Culture negative endocarditis: a diagnostic and therapeutic challenge!

Lokesh Shahani 1
PMCID: PMC3214213  PMID: 22674101

Abstract

Infective endocarditis remains a diagnostic and therapeutic challenge. The authors report an older male who presented with a lower extremities rash and signs of cardiac failure. Echocardiography showed vegetations attached to the bio-prosthetic aortic valve, however, with negative blood cultures. Further investigation revealed positive Bartonella serologies. The patient was diagnosed with Bartonella endocarditis affecting the prosthetic valve and started on appropriate antibiotics. Valvular surgery was refused by patient secondary to age and medical co-morbidities. The patient presented 10 days later with intracerebral haemorrhage and progression of the endocarditis as demonstrated on echocardiogram. Valve replacement was contraindicated at this occasion due to the intracerebral bleed. The patient had poor prognosis and a decision to withdraw care was made by the family. The authors demonstrate a case of complicated infective endocarditis caused by Bartonella species leading to multisystem involvement. This case highlights the need for urgent valve replacement in the setting of Bartonella endocarditis.

Background

Infective endocarditis remains a diagnostic challenge. Aetiological diagnosis is critical to select appropriate treatment because death rate remains high.1 The diagnosis of infective endocarditis is currently based on the modified duke criteria. This requires evidence on echocardiogram or blood culture prior to antibiotic administration. The duke criteria may not be perfect for blood culture-negative infective endocarditis as patients may be chronically ill, afebrile, or may lack valvular vegetations.

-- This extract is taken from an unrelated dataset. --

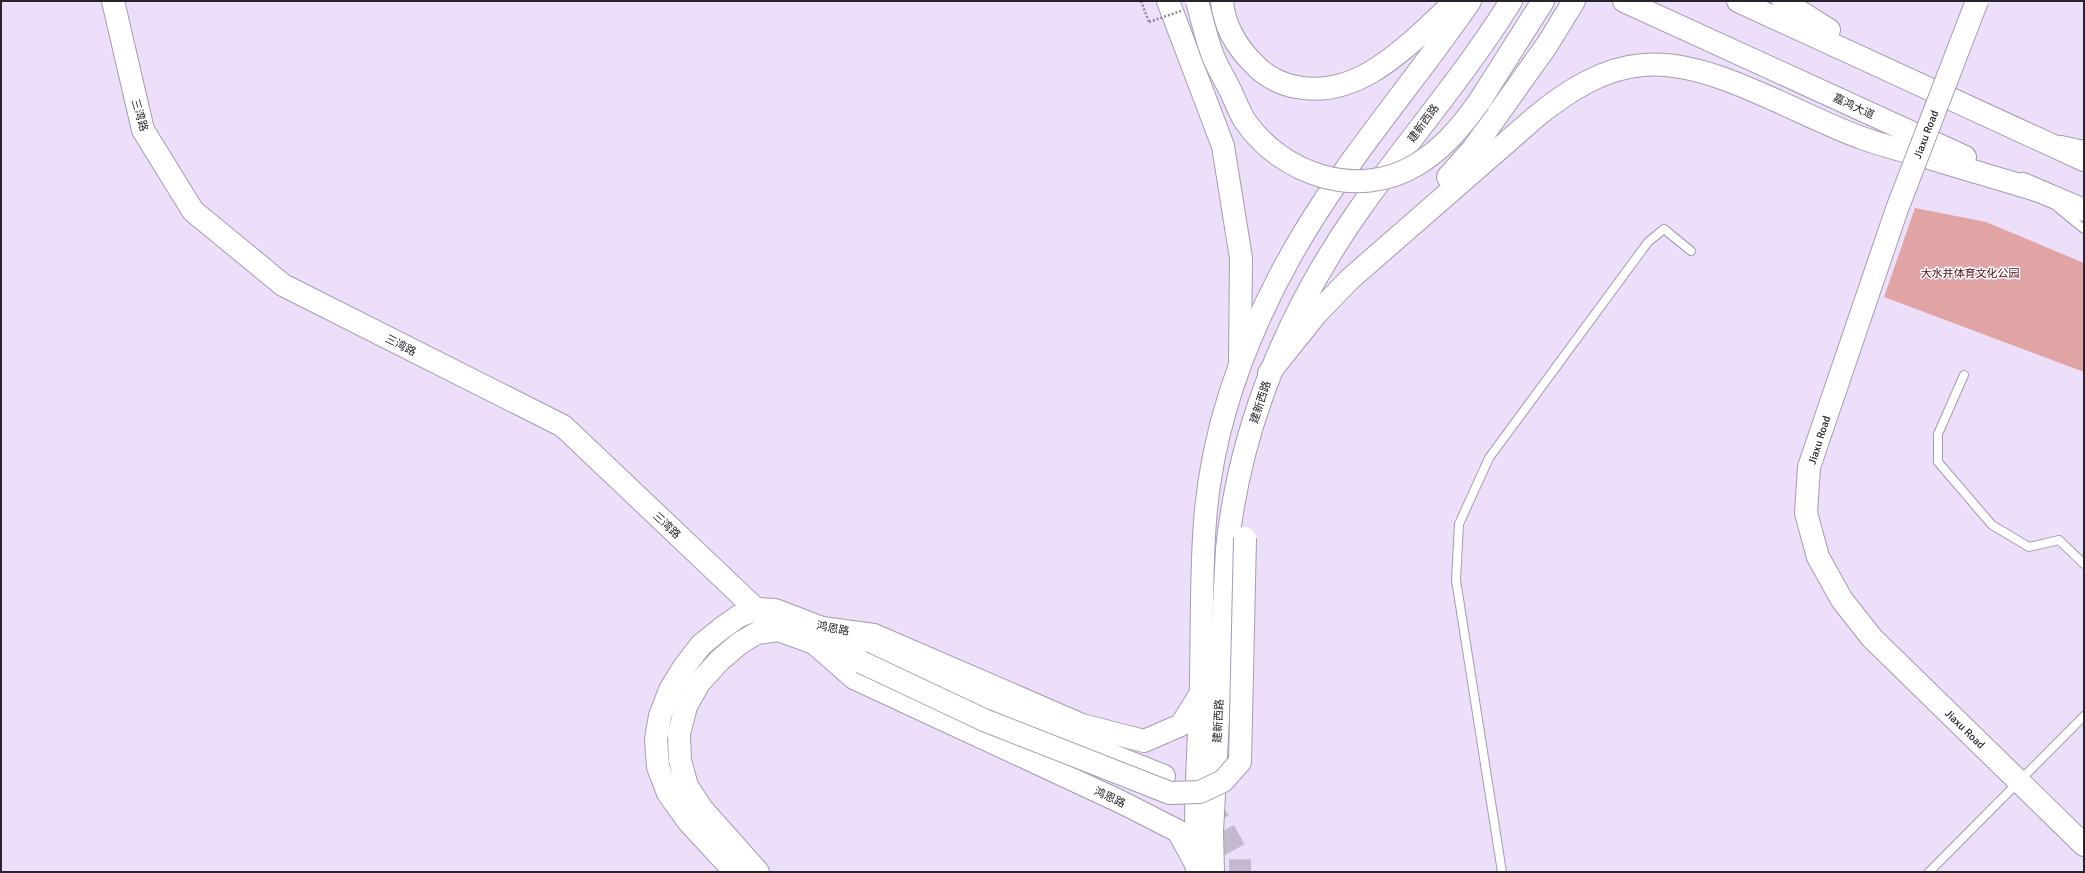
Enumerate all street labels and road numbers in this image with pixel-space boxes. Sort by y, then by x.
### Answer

Blood culture-negative infective endocarditis refers to endocarditis without aetiology after three blood samples inoculated on standard media. Bartonella species are fastidious gram-negative rods that comprise 2% of cases of blood culture-negative infective endocarditis.2 Although most Bartonella species affect native valves, there are some case reports demonstrating their effect on prosthetic valves causing vegetations and valvular insufficiency.35 We describe a case of Bartonella endocarditis causing vegetations on a bio-prosthetic valve.

Case presentation

A 66-year-old white male noted a rash on the anterior aspects of both lower extremities 2–3 days prior to presenting to the emergency room (ER) of a peripheral hospital. The rash was reddish, not raised and not associated with itching or pain. In the ER, the patient had elevated serum creatinine of 7.3 mg/dl (baseline 1.3 mg/dl) and chest x-ray suggestive of fluid overload. The patient was thus transferred to our hospital for further care. Transthoracic echocardiography showed evidence for a mobile mass attached to the aortic valve.

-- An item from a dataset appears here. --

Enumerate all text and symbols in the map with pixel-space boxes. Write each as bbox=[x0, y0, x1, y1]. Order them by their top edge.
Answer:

The patient had (1991) medical history of mechanical aortic valve replacement secondary to congenital bicuspid aortic valve. He developed methicillin-sensitive Staphylococcus aureus bacteremia and an abscess around the prosthetic valve. The prosthetic valve was replaced by a homograft valve in 2007. Other significant medical history included diabetes mellitus, hypertension, hyperlipidemia and atrial fibrillation. There were no drug allergies know to the patient.

The patient stayed in southern Illinois all his life. There was no history of any recent travel or of recent exposure to pets or ticks. He used to work in a cemetery digging graves. He retired 2 years back. There was no history of any alcohol, tobacco, or illicit drug use.

He was febrile (38.1°C) on examination. He was haemodynamically stable. His cardiac examination revealed a loud S2. However, no murmurs, rubs, or gallops were appreciated. Both his lower extremities revealed multiple darkish 2–5 cm lesions over the anterior aspect of his shins. The soles and palms were not involved. There was a small subconjunctival haemorrhage in his left eye.

Investigations

The patient had evidence of pancytopenia with haemoglobin of 7.8 g/dl, white blood cell count of 3300/mm3 and platelet count of 81000/mm3. His serum creatinine was 7.9 mg/dl and glomerular filtration rate was seven. Urine analysis revealed proteinuria and haematuria.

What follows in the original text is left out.